Work through the entries below and show every line in which "setLineDash" is found.

[Start of Attachment]

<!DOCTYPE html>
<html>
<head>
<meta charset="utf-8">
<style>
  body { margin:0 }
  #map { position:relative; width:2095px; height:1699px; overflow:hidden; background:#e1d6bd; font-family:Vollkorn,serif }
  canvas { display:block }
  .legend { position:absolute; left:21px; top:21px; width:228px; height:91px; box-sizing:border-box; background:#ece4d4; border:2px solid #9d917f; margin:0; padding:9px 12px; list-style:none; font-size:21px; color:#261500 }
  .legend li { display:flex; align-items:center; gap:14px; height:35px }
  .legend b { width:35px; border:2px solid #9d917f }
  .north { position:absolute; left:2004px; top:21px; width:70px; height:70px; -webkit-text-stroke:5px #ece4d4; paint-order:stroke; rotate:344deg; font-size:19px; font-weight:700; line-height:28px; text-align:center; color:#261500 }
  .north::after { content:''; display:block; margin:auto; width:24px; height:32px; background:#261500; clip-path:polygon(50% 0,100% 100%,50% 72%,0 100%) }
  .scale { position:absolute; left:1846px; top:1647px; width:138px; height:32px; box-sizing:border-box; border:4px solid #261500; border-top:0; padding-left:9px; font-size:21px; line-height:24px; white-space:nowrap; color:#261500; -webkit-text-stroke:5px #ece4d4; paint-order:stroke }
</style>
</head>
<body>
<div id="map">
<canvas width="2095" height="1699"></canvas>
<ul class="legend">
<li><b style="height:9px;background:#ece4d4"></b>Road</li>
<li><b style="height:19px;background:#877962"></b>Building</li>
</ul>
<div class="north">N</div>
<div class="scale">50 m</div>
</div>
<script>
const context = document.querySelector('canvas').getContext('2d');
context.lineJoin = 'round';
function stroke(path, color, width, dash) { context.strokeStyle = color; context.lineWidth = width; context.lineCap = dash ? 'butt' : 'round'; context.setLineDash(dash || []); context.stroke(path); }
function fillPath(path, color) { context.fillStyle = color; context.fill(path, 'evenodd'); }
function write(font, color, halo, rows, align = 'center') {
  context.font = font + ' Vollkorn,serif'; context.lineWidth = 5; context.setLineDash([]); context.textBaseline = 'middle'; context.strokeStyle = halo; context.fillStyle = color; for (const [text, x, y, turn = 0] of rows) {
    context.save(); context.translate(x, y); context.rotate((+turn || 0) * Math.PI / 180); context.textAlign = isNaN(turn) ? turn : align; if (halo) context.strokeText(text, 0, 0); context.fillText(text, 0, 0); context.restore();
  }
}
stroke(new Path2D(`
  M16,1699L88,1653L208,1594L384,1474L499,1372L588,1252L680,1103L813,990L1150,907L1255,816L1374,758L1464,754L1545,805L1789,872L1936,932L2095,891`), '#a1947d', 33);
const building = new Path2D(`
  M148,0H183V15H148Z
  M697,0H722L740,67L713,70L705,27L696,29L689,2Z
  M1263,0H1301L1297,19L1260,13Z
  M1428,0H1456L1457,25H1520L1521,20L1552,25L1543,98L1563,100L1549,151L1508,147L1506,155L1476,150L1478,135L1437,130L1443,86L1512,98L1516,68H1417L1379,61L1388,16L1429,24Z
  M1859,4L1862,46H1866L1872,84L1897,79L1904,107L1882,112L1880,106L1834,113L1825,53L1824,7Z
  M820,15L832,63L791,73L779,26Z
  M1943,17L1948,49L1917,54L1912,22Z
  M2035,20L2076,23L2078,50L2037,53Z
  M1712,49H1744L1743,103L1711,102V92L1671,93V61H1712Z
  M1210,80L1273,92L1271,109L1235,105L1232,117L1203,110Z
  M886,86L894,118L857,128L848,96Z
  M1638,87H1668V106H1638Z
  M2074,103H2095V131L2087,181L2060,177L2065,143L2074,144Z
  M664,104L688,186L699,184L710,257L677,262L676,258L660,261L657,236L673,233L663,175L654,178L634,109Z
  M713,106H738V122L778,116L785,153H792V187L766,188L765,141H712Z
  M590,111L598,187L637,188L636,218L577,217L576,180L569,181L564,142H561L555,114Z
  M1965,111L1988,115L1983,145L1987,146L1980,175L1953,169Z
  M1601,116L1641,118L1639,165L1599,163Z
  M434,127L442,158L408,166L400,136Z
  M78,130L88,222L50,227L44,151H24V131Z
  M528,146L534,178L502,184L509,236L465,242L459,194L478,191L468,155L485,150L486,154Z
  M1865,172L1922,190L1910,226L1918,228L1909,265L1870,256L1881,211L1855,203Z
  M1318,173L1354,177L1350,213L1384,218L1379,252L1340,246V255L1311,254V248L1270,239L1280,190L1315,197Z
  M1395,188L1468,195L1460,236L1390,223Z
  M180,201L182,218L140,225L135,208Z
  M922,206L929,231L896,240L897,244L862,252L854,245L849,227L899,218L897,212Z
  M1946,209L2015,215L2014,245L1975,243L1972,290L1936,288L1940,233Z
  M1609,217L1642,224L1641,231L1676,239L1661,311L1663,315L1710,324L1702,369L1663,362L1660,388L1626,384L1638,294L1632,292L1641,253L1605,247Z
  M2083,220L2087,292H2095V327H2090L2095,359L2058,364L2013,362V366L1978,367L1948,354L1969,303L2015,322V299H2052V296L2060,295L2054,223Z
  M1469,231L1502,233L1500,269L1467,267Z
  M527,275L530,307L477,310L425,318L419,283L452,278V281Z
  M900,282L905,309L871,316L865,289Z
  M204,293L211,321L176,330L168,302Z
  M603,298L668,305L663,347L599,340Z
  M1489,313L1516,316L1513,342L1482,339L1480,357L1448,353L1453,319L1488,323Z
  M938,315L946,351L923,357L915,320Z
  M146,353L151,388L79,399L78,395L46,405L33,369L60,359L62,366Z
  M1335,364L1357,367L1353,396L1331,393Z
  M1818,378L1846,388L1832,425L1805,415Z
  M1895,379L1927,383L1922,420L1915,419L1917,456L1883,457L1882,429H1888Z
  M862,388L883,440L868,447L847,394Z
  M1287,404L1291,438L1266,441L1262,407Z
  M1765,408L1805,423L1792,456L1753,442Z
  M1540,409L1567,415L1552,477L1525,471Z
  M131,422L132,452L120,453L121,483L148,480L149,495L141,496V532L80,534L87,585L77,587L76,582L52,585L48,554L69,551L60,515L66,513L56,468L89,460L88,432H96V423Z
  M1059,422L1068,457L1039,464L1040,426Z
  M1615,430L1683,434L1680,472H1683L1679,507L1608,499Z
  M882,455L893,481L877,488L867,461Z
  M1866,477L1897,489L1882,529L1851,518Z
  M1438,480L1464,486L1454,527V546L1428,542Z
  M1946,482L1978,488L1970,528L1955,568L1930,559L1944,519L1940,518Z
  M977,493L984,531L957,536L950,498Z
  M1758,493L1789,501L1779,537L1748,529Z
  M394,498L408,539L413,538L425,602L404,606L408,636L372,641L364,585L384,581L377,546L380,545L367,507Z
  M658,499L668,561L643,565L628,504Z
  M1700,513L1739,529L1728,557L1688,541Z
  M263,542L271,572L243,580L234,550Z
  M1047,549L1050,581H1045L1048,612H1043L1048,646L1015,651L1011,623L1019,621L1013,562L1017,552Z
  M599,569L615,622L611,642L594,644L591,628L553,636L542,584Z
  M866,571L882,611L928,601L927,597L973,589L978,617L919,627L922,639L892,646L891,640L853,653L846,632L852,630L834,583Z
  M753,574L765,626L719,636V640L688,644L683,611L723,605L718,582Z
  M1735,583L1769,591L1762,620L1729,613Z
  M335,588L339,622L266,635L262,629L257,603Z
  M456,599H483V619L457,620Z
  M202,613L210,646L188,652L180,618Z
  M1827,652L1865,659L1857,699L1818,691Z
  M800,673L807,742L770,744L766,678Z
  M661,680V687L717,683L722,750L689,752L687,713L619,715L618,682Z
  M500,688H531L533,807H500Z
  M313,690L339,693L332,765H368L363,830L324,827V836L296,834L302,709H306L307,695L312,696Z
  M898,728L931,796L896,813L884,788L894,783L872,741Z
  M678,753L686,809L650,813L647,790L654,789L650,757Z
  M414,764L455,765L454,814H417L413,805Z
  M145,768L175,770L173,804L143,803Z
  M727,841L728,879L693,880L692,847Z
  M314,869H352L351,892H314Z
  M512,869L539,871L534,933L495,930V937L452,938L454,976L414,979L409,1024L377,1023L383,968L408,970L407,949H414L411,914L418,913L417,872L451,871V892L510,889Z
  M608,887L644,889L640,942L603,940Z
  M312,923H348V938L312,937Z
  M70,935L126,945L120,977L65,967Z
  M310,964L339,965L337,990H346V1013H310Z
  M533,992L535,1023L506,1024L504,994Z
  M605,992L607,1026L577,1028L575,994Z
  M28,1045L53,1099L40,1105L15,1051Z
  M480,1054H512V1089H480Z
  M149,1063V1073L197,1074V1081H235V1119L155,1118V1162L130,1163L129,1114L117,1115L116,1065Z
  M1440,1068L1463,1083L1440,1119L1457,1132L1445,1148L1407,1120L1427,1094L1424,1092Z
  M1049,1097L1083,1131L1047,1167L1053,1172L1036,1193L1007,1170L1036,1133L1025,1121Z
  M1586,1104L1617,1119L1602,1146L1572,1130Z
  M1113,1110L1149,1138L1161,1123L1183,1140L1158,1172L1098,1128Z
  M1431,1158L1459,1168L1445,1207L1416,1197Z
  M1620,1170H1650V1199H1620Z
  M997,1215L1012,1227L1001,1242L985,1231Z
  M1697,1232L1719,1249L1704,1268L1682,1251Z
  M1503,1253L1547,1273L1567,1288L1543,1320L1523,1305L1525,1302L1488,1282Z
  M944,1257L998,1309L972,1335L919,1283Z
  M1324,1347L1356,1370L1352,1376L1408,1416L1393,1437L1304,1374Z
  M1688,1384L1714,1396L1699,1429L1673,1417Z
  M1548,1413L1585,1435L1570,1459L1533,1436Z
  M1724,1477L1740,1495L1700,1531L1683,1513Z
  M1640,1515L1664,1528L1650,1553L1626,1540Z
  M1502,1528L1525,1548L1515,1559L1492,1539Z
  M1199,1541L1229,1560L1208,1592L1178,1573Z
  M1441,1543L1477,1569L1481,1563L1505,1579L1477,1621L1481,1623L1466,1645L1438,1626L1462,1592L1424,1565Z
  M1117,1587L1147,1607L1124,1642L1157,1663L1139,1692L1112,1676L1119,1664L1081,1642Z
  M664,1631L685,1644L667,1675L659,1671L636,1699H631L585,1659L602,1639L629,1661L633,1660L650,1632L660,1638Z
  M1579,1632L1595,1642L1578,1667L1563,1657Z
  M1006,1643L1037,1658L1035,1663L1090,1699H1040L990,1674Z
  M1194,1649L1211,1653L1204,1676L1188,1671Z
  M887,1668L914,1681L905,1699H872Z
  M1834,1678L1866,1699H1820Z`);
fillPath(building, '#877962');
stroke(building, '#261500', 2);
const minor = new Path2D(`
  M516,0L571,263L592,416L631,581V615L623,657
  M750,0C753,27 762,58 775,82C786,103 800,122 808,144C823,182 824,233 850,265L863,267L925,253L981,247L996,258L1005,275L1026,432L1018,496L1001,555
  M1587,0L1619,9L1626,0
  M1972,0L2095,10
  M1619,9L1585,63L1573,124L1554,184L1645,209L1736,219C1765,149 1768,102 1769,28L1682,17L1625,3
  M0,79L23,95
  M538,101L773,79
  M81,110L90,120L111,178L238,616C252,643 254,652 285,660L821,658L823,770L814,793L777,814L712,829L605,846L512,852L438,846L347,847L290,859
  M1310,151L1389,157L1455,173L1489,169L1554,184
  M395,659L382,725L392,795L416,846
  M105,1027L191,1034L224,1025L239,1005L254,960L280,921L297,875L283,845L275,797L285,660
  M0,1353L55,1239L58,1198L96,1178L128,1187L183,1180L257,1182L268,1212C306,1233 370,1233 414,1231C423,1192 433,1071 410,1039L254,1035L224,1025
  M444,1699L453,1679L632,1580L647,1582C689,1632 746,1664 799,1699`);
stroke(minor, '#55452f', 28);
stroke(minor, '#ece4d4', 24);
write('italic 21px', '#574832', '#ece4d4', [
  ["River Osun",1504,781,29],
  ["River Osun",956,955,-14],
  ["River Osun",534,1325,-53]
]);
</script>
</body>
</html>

[End of Attachment]

*FINAL ANSWER:*
function stroke(path, color, width, dash) { context.strokeStyle = color; context.lineWidth = width; context.lineCap = dash ? 'butt' : 'round'; context.setLineDash(dash || []); context.stroke(path); }
  context.font = font + ' Vollkorn,serif'; context.lineWidth = 5; context.setLineDash([]); context.textBaseline = 'middle'; context.strokeStyle = halo; context.fillStyle = color; for (const [text, x, y, turn = 0] of rows) {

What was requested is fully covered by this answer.